Of course, I am biased toward my alma mater George Mason, but their recent Final Four run in the NCAA tournament brought forward some interesting analogies – wholly relevant to my typical writings. Consider this story from GMU.edu:
“Economics at Mason a Lot Like Basketball The success of the men’s basketball team has allowed many of Mason’s academic departments to explore their own achievements. Recently, in an article on Slate.com, economic professors Alexander Tabarrok and Peter Boettke compared the Patriots to their department’s own surprising successes. “The George Mason economics department – which didn’t even award PhDs until 1983 – has two Nobel Prize winners on its faculty.

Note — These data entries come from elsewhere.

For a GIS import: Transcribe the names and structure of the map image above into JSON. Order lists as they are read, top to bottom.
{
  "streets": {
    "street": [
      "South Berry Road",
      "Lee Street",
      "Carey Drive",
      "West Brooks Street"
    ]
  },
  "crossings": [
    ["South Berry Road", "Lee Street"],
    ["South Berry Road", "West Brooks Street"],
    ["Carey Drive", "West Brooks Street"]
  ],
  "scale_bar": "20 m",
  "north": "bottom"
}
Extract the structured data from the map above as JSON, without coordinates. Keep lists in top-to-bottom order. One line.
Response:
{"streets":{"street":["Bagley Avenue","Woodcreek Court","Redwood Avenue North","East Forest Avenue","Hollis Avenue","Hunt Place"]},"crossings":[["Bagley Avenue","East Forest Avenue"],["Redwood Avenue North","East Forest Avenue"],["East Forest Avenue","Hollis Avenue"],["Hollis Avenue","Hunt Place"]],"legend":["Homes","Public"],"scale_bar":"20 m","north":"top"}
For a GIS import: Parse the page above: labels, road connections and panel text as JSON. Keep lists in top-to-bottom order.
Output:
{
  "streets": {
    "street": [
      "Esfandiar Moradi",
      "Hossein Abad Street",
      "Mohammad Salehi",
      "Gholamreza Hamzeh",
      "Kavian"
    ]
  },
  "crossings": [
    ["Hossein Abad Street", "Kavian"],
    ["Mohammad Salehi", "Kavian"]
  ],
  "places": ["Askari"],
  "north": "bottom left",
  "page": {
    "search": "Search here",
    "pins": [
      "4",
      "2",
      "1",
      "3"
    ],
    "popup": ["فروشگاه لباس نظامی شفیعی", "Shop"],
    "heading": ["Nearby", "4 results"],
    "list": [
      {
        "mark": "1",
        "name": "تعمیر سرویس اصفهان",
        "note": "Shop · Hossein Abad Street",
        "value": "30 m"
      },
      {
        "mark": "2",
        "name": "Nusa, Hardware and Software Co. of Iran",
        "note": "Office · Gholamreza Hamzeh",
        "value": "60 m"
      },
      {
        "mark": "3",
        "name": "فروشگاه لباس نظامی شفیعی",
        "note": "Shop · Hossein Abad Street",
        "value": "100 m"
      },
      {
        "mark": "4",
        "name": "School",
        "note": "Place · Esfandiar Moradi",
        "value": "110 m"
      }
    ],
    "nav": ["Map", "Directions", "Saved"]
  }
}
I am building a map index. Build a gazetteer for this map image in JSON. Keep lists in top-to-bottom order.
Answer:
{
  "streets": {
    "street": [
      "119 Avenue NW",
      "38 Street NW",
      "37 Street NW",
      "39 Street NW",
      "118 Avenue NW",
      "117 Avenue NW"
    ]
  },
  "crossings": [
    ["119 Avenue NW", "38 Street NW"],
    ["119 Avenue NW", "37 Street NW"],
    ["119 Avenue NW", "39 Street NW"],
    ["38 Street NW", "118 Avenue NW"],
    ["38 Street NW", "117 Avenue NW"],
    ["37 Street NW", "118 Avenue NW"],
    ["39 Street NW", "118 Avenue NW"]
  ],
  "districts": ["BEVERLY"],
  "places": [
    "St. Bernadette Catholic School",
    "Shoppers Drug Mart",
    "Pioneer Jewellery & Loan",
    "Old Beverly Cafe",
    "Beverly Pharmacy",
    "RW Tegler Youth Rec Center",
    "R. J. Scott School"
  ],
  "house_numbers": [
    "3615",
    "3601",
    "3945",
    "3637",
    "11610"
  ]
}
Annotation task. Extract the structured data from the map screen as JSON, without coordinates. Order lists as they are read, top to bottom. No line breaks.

What’s remarkable is that Mason’s freewheeling basketball team and its free-market academic teams owe their successes to very similar, market-beating strategies,” they wrote. “George Mason University has excelled on the court and in the classroom by daring to be different. Its basketball team and academic programs began with the (correct) assumption that they couldn’t hope to compete against the top schools in their fields – say, Harvard Law School or the Duke Blue Devils – by directly imitating their methods.” The professors say Mason’s free-market-oriented economics department got started “with a heretical premise: The academic market is inefficient, so how can we exploit it? George Mason University knew it couldn’t afford to be a first-class MIT and didn’t want to be a second-class MIT, so successive chairs of the department, backed by entrepreneurial university presidents George Johnson and Alan Merten, looked for unexploited opportunities.” Some of those opportunities included recruiting world-class, but unconventional, academics. “James Buchanan, George Mason University’s first Nobel Prize winner, has never had an Ivy League position … Gordon Tullock, a potential future Nobelist, has no degree in economics and took only one class in the subject. [Nobel Prize winner] Vernon Smith, who moved his team from the University of Arizona (again, no Harvard) to George Mason University in 2001, had to fight to get people to treat experimental economics as more than a cute parlor game.” The professors concluded, “The odds are still against George Mason University on the court and in classrooms … Building with the odds stacked against you is difficult, but George Mason University proves it can be done. Look for undervalued assets, eschew political correctness and take the long view…”
Trend following is still an undervalued asset!